* Your objective
In the output, include exactly the lines from the beginning of the records up to and including the one that contains "position:absolute; right:12px; bottom:12px;", and leave out the pictures.

* Input data
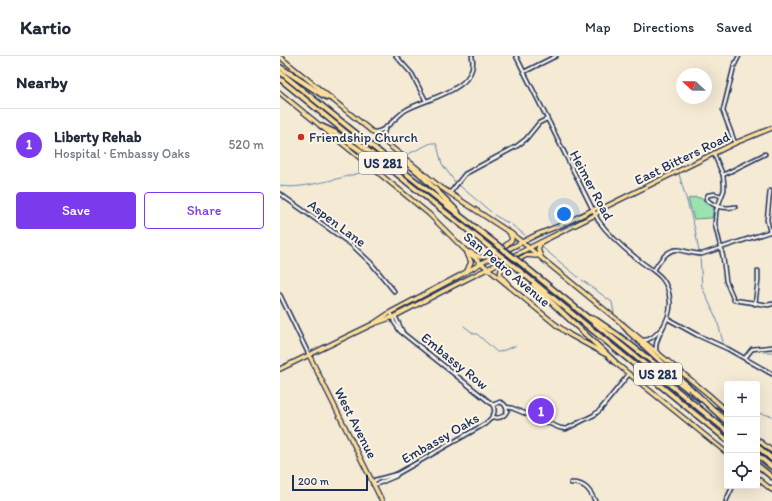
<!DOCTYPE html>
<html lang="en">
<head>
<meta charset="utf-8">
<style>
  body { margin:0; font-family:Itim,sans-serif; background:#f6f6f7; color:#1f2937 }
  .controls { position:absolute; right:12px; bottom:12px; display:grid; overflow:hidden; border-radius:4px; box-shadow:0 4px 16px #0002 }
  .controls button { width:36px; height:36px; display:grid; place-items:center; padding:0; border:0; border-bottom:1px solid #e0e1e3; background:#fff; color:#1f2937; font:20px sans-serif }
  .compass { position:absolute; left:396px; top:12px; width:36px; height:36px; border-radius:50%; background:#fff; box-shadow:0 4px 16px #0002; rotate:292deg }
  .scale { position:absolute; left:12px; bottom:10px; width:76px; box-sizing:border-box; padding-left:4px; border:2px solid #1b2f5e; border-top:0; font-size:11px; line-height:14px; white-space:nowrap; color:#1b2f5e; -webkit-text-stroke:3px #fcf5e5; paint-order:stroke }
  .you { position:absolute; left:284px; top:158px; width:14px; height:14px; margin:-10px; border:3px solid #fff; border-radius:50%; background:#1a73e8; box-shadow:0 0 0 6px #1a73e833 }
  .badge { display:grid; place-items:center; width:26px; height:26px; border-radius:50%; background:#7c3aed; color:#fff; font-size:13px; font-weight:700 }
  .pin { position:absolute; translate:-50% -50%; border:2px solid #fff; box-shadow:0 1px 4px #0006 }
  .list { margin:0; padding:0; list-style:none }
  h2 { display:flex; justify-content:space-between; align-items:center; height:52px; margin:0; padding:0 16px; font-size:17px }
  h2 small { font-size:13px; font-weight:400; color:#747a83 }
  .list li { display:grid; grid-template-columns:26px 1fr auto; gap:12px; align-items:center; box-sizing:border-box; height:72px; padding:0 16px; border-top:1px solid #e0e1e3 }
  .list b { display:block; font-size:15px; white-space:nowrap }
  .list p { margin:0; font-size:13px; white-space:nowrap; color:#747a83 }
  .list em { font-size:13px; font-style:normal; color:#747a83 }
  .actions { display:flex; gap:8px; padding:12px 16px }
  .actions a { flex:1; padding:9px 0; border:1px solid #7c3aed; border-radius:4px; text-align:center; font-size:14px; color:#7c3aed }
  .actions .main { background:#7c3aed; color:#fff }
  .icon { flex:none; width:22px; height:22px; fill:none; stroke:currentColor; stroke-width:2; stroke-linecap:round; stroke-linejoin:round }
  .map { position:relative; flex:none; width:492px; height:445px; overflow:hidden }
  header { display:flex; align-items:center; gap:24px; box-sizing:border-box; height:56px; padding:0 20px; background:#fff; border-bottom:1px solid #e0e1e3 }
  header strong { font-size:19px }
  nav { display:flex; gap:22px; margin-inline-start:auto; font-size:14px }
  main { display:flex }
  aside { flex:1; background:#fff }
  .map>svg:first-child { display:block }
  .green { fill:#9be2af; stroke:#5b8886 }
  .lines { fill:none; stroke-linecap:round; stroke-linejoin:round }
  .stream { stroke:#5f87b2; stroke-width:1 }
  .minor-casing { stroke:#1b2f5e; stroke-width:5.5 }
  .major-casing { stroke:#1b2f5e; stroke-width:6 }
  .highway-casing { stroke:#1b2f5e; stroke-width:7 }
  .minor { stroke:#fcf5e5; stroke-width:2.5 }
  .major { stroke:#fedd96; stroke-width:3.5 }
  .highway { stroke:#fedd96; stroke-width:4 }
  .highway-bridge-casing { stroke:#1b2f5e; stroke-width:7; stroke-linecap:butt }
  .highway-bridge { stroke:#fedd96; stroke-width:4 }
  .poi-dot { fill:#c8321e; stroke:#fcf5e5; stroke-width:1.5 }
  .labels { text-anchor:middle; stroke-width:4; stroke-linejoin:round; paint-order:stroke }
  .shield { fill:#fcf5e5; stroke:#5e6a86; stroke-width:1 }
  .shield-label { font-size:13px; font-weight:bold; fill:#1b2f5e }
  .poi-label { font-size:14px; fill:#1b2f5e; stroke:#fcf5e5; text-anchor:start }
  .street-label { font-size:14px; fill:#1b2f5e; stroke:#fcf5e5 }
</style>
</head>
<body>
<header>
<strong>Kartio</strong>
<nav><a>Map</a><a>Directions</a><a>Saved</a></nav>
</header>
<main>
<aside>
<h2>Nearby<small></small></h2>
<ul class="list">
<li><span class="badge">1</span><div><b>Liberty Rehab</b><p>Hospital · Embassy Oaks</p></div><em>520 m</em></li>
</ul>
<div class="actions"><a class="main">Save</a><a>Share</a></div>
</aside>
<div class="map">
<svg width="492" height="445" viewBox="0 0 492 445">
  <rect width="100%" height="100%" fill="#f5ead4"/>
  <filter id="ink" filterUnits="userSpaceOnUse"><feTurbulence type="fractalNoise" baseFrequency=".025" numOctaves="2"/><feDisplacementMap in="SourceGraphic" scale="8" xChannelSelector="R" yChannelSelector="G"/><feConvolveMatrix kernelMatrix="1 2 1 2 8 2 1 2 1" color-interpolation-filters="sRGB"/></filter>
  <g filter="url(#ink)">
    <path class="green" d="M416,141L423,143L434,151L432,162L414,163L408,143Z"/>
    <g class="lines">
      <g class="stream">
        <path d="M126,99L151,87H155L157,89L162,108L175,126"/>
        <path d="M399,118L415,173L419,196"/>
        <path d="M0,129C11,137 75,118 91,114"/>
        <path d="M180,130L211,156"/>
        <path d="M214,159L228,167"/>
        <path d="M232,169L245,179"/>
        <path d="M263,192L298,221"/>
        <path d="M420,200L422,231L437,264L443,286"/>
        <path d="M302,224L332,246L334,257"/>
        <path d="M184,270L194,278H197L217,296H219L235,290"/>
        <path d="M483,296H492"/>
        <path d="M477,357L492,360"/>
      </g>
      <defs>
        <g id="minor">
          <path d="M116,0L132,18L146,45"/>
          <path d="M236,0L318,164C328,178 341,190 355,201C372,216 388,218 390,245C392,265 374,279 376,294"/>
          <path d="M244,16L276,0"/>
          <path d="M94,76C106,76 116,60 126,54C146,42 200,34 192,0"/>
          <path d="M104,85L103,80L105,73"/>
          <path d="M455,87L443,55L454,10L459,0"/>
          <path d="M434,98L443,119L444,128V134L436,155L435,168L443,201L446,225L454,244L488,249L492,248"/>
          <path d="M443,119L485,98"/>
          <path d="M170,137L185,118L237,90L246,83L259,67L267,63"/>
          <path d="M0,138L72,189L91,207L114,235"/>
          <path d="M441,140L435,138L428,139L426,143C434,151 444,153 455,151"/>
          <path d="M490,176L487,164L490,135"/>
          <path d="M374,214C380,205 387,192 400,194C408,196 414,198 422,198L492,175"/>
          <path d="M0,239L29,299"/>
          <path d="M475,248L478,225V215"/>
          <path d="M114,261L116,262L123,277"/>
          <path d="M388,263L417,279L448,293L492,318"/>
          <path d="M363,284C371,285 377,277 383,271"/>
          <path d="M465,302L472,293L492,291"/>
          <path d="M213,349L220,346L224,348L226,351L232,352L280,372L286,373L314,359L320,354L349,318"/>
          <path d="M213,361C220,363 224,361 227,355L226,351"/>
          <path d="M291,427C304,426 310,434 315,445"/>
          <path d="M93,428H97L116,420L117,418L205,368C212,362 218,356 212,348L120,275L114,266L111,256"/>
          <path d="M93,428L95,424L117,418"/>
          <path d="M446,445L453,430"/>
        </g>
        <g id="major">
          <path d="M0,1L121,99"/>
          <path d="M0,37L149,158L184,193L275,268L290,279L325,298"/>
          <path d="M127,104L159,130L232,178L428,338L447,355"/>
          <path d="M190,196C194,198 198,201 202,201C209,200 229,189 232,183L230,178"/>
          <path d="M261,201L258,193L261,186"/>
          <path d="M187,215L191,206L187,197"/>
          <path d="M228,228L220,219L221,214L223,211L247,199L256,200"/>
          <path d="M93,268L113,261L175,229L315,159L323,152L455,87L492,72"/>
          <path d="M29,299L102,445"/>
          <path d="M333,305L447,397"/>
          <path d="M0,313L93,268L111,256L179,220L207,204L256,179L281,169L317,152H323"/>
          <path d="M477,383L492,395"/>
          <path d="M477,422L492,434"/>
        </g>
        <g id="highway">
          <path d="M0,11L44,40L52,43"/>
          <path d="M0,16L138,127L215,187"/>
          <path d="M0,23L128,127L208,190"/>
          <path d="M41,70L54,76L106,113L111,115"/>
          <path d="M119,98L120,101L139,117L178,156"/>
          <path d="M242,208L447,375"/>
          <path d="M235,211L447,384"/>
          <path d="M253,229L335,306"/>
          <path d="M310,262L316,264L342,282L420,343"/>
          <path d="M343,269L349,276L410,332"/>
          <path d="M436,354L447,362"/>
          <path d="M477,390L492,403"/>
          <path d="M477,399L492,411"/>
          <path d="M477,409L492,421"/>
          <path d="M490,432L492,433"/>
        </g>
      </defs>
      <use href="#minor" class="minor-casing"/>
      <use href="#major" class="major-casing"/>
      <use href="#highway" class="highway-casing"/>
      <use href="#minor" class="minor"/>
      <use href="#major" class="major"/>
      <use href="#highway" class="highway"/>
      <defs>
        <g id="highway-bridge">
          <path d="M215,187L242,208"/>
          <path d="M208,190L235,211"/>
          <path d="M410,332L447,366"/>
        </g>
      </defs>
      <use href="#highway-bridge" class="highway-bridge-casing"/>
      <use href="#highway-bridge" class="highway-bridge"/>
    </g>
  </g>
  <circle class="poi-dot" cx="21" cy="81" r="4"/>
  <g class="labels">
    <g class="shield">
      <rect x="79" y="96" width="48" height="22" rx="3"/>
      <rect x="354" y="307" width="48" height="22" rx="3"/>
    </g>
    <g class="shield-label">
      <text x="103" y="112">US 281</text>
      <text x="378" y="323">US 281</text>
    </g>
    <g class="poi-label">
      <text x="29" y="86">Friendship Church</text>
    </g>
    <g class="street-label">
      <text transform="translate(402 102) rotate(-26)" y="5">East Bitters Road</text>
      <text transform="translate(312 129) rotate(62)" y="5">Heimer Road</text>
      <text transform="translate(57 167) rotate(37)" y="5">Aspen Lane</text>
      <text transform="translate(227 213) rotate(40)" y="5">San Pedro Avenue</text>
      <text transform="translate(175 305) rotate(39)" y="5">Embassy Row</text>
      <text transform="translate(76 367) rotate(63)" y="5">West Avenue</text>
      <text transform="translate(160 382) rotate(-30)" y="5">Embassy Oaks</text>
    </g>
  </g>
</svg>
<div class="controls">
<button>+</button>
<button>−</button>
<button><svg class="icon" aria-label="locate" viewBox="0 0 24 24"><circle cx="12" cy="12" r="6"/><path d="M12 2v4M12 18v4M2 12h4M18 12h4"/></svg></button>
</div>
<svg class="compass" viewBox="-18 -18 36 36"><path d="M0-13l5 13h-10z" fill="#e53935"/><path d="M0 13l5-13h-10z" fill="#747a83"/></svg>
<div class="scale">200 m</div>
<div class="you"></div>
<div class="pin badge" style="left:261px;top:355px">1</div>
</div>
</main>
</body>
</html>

* Answer section
<!DOCTYPE html>
<html lang="en">
<head>
<meta charset="utf-8">
<style>
  body { margin:0; font-family:Itim,sans-serif; background:#f6f6f7; color:#1f2937 }
  .controls { position:absolute; right:12px; bottom:12px; display:grid; overflow:hidden; border-radius:4px; box-shadow:0 4px 16px #0002 }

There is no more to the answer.